Beating Melanoma. A Five –Step Survival Guide
‘I did like the discussion on sunscreen and I will ensure that I now use more and apply it as specified’
Title: Beating Melanoma. A Five –Step Survival Guide
Author: Steven Q Wang
Publisher: John Hopkins Press Health, 2011
Reviewer: Nigel Jopson, operational support manager, Care UK
What was it like?
This is aimed at people who have melanoma and aims to describe the latest research and treatment. It is an American publication and at times is a little confusing. It suggests that, depending on your stage in the process, you should skip some parts.

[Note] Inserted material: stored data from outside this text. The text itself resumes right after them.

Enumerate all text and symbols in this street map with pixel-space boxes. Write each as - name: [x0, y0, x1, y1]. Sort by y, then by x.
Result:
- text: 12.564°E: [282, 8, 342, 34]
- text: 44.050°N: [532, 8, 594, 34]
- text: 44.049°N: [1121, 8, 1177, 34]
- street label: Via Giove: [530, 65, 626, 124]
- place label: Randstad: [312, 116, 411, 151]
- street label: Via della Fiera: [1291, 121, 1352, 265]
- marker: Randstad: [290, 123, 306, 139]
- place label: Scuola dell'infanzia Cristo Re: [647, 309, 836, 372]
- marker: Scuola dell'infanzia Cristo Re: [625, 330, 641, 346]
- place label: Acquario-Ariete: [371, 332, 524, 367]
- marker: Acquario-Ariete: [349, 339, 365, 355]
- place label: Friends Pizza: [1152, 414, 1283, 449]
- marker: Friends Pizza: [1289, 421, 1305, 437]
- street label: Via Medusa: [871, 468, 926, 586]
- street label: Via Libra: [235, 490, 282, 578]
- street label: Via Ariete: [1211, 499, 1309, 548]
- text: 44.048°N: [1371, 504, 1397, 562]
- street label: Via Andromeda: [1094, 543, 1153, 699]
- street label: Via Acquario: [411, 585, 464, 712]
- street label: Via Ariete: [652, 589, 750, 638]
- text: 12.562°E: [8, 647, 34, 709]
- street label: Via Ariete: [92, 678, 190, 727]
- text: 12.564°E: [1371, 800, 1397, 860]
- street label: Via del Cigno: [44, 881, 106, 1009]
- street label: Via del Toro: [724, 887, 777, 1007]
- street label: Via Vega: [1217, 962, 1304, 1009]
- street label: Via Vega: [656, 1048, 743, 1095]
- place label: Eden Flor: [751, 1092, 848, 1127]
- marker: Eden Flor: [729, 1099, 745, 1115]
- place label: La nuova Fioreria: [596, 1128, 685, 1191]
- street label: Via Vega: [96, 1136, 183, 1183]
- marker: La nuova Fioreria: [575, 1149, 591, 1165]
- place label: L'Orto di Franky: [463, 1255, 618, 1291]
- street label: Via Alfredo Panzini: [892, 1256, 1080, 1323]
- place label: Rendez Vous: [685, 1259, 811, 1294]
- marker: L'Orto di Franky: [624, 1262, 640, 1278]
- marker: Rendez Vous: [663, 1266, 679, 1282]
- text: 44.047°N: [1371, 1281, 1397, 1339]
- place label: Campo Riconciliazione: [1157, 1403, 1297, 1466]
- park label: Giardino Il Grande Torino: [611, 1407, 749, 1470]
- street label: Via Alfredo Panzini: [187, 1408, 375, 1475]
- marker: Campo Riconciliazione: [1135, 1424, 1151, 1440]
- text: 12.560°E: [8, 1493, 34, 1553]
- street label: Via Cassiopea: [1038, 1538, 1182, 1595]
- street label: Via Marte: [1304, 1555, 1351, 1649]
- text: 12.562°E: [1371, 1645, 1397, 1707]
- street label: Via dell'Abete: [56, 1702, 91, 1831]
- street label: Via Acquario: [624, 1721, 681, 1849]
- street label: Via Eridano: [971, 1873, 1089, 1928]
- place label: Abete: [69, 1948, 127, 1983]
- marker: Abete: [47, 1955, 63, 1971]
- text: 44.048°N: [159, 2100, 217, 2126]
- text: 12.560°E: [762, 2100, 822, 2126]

It does highlight the differences in the way healthcare is delivered in US and quite honestly I think I prefer the way it is done in the UK. There is much emphasis on checking physician’s qualifications and always carefully checking paperwork. It also talks at length about the number of people you will see and the need to check them all out. I had not realised just how little trust there seems to be between health professionals in the US and it worries me a little. At the start it seems to be much more about the US healthcare system than about melanoma
The book seems unsure of its audience and it ranges from simplistic, almost childlike, language and description to parts that are highly technical and complicated
What were the highlights?
I did like the discussion on sunscreen and I will ensure that I now use more and apply it as specified. I think that the checklist would be useful but perhaps more so in US.
Strengths & weaknesses:
Good glossary and some useful illustrations although not terribly well described. The preface has a worrying bit in that says that melanoma is not a death sentence but also says that 69,000 people were diagnosed with melanoma in 2009 and 8,650 people died.
Who should read it?
Parts of this book are interesting but on the whole it would probably be much more use in US as large parts are not relevant here. It is relevant to patients and also health professionals in different areas of the book
I would add that when I had a diagnosis of melanoma, I found that I was given excellent information by the (small) team who looked after me and I really felt no need to check their qualifications.